Jesús nos enseña que no existe oposición entre ser buen católico y servir fielmente a la sociedad.
I. Narra el
Evangelio [1] que se acercaron unos fariseos a Jesús para sorprenderle en
alguna palabra, algo con qué poder acusarle. Con este fin, le preguntan
maliciosamente si es lícito pagar el tributo al César. Se trataba del impuesto
que todos los judíos debían pagar a Roma, y que les recordaba su dependencia de
un poder extranjero. No era muy gravoso, pero planteaba un problema político y
moral; los mismos judíos estaban divididos acerca de su obligatoriedad. Y
quieren ahora que Jesús tome partido a favor o en contra de este impuesto
romano. Maestro -le dicen-, ¿nos es lícito dar el tributo al César, o no? Si el
Señor dice que sí, podrán acusarle de que colabora con el poder romano, que los
judíos odiaban puesto que era el invasor; si contesta que no, podrán acusarle
de rebelión ante Pilato, la autoridad romana. Tomar partido a favor o en contra
del impuesto significaba, en el fondo, manifestarse a favor o en contra de la
legalidad de la situación político-social por la que pasaba el pueblo judío:
colaborar con el poder ocupante o alentar la rebelión latente en el seno del
pueblo. Más tarde le acusarán, diciendo con falsedad manifiesta: Hemos
encontrado a éste pervirtiendo al pueblo; prohíbe pagar el tributo al César
[2].
En esta
ocasión, Jesús, conociendo la malicia de su pregunta, les dice: Mostradme un
denario. ¿De quién es la imagen y la inscripción que tiene? Ellos contestaron:
Del César.

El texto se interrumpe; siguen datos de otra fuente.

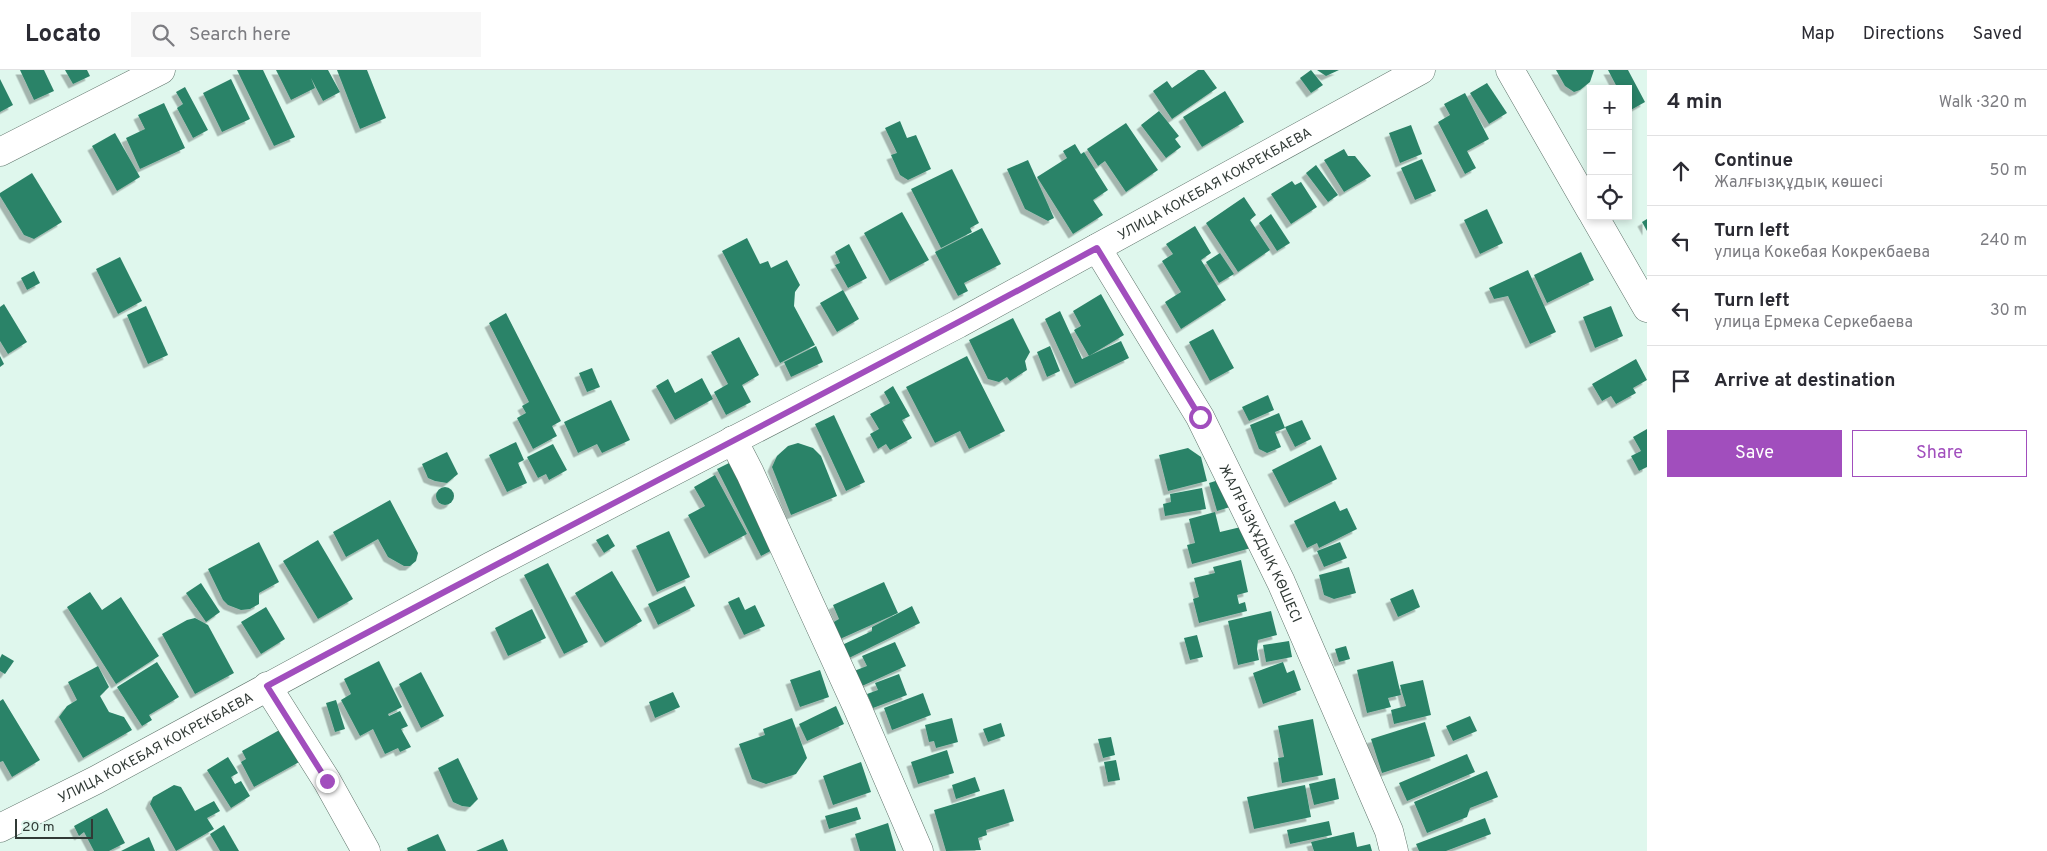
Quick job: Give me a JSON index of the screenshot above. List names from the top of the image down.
{
  "streets": {
    "street": ["УЛИЦА КОКЕБАЯ КОКРЕКБАЕВА", "ЖАЛҒЫЗҚҰДЫҚ КӨШЕСІ"]
  },
  "crossings": [
    ["УЛИЦА КОКЕБАЯ КОКРЕКБАЕВА", "ЖАЛҒЫЗҚҰДЫҚ КӨШЕСІ"]
  ],
  "scale_bar": "20 m",
  "page": {
    "header": "Locato",
    "search": "Search here",
    "nav": ["Map", "Directions", "Saved"],
    "heading": ["4 min", "Walk · 320 m"],
    "map_buttons": ["+", "−"],
    "list": [
      ["Continue", "Жалғызқұдық көшесі", "50 m"],
      ["Turn left", "улица Кокебая Кокрекбаева", "240 m"],
      ["Turn left", "улица Ермека Серкебаева", "30 m"],
      "Arrive at destination"
    ],
    "buttons": ["Save", "Share"],
    "scale": "20 m"
  }
}
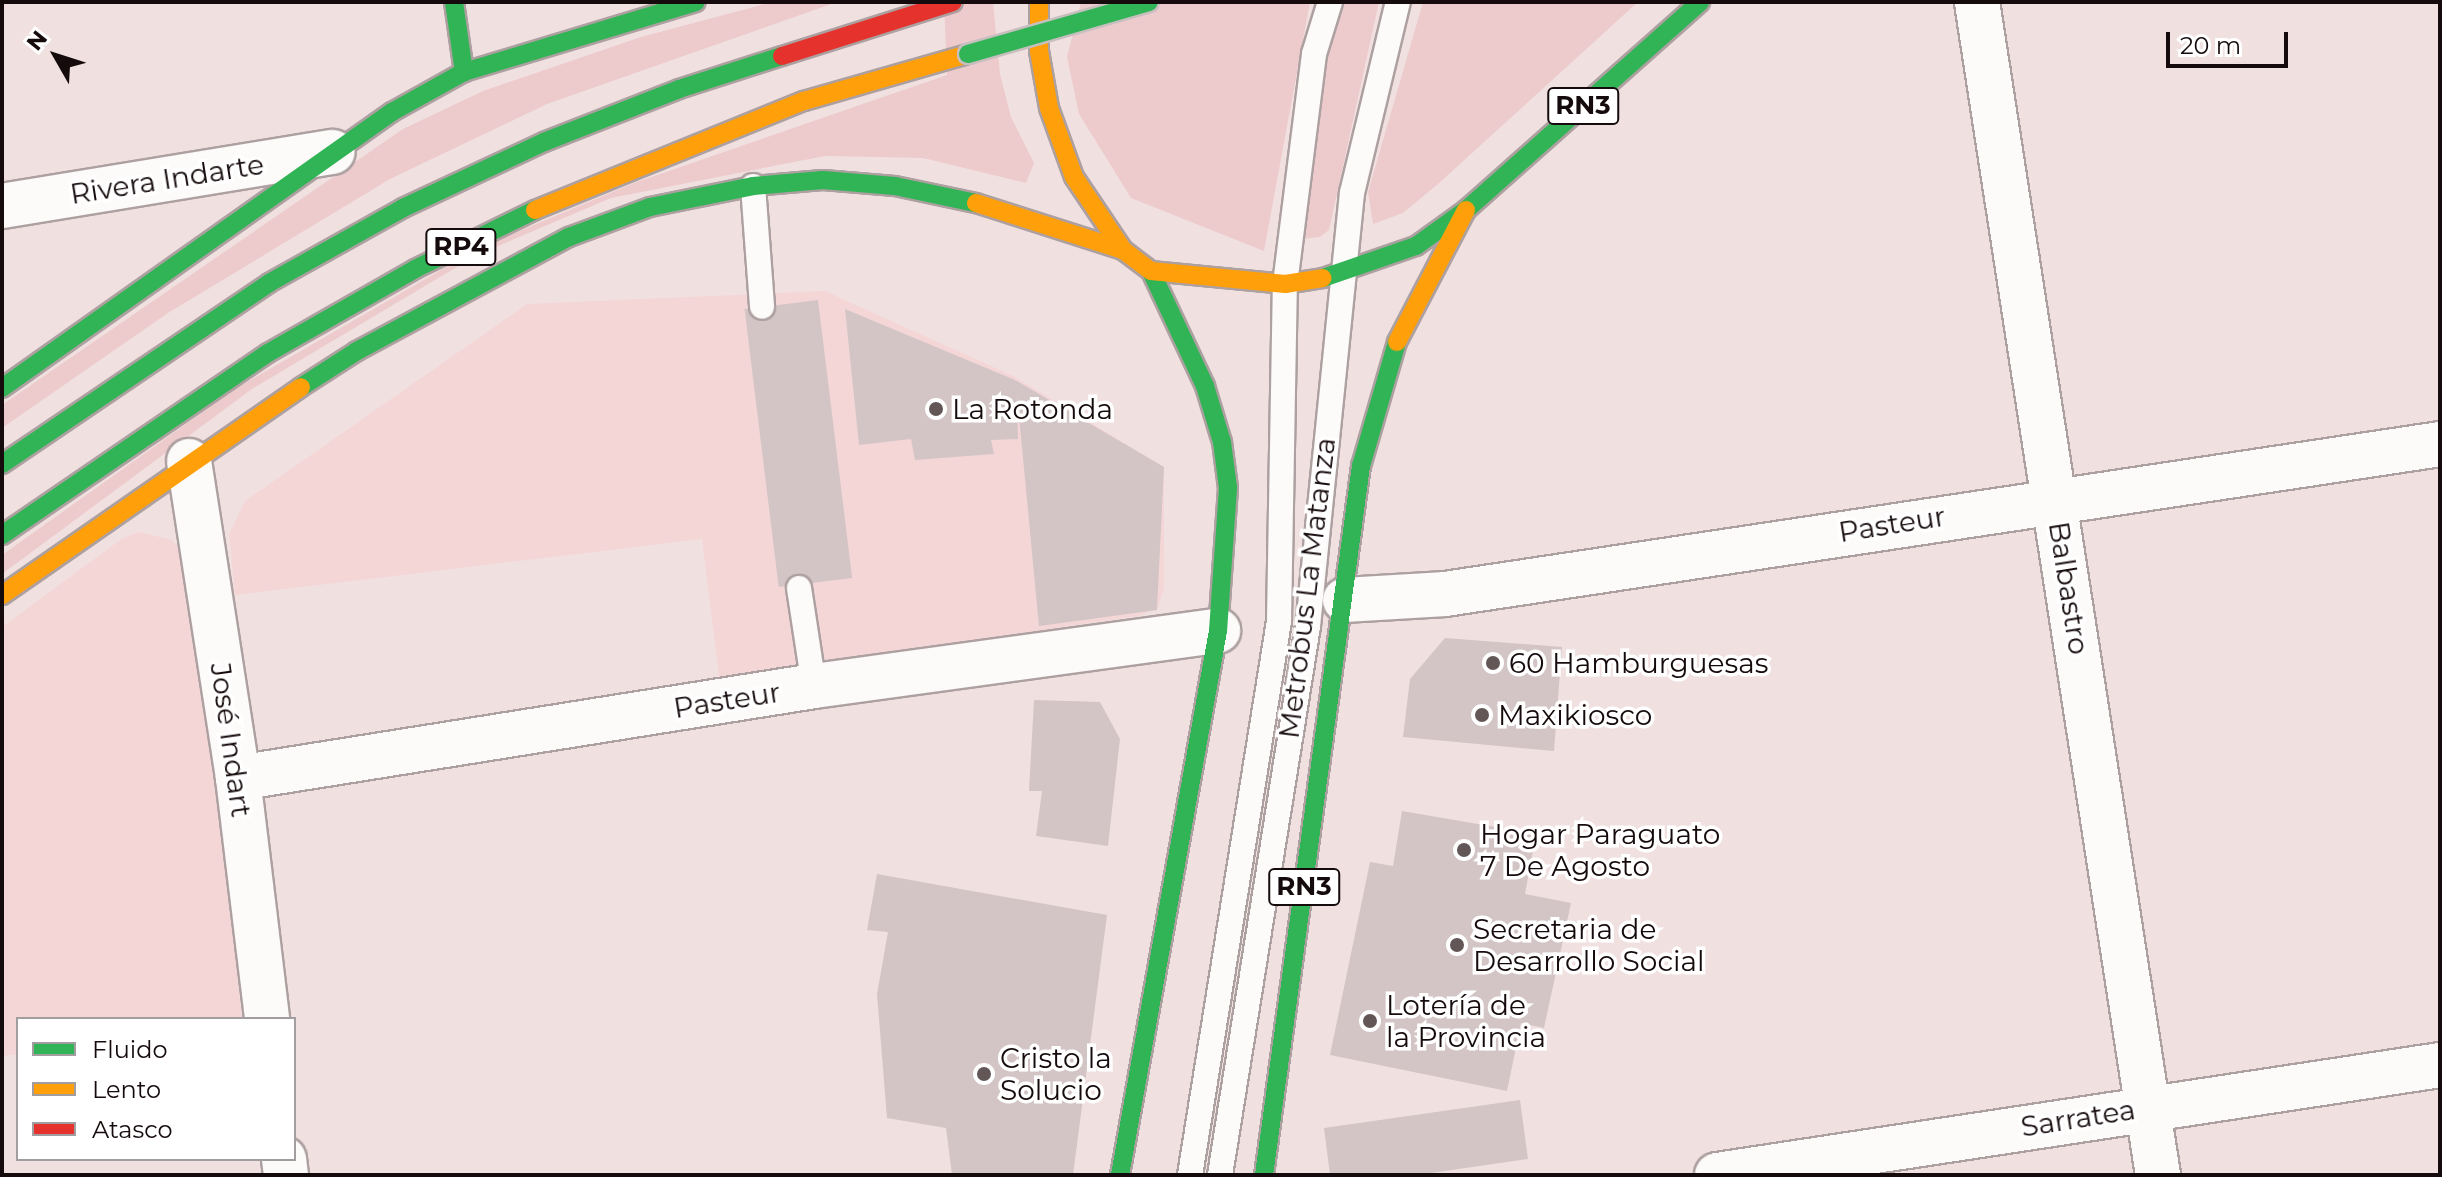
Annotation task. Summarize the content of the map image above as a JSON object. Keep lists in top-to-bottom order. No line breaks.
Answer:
{"streets":{"main road":["RN3","RP4"],"street":["Rivera Indarte","Pasteur","Balbastro","José Indart","Sarratea"],"lane":["Metrobus La Matanza"]},"crossings":[["RN3","Pasteur"],["RN3","Metrobus La Matanza"],["Pasteur","Balbastro"],["Pasteur","José Indart"],["Balbastro","Sarratea"]],"places":["La Rotonda","60 Hamburguesas","Maxikiosco","Hogar Paraguato 7 De Agosto","Secretaria de Desarrollo Social","Lotería de la Provincia","Cristo la Solucio"],"legend":["Fluido","Lento","Atasco"],"scale_bar":"20 m","north":"top left"}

Y Jesús les dejó desconcertados por la sencillez y la hondura de la
respuesta: Pues bien, dad al César lo que es del César y a Dios lo que es de
Dios. Jesús no elude la cuestión, sino que la sitúa en sus verdaderos términos.
Se trata de que el Estado no se eleve al plano de lo divino, y de que la
Iglesia no tome partido en cuestiones temporales cambiantes y relativas. De
este modo, se opone igualmente al error difundido entre los fariseos de un
mesianismo político y al error de la injerencia del Estado romano -de cualquier
Estado- en el terreno religioso [3]. Con su respuesta, el Señor establece con
claridad dos esferas de competencia. «Cada una en su ámbito propio, son
mutuamente independientes y autónomas. Sin embargo, ambas, aunque por título
diverso, están al servicio de la vocación personal y social de unos mismos
hombres» [4].
La
Iglesia, en cuanto tal, no tiene por misión dar soluciones concretas a los
asuntos temporales. Sigue así a Cristo, quien, afirmando que su reino no es de
este mundo [5], se negó expresamente a ser constituido juez en cuestiones
terrenas [6]. Así no caeremos nunca los cristianos en lo que Jesucristo evitaba
con todo cuidado: unir el mensaje evangélico, que es universal, a un sistema, a
un César. Es decir, debemos evitar que cuantos no pertenecen al sistema, al
partido o al César, se sientan con dificultades comprensibles para aceptar un
mensaje que tiene como fin último la vida eterna. La misión de la Iglesia, que
continúa en el tiempo la obra redentora de Jesucristo, es la de llevar a los
hombres a ese destino sobrenatural y eterno: la justa y debida preocupación por
los problemas de la sociedad deriva de su misión espiritual y se mantiene en
los límites de esa misión.
Nos toca
a los cristianos, metidos en la entraña de la sociedad, con plenitud de
derechos y de deberes, dar solución a los problemas temporales, formar a
nuestro alrededor un mundo cada vez más humano y más cristiano, siendo ciudadanos
ejemplares que exigen sus derechos y saben cumplir todos los deberes con la
sociedad. Es más, en muchas ocasiones, la manera de actuar de los cristianos en
la vida pública no puede limitarse al mero cumplimiento de las normas legales,
de lo que está dispuesto. La diferencia entre el orden legal y los criterios
morales de la propia conducta obliga a veces a adoptar comportamientos más
exigentes o distintos de los criterios estrictamente jurídicos [7]: sueldos
excesivamente bajos, situaciones injustas no contempladas en la ley, dedicación
del médico a los enfermos que lo necesitan por encima de un horario
estrictamente exigido por el reglamento o las disposiciones del hospital, etc.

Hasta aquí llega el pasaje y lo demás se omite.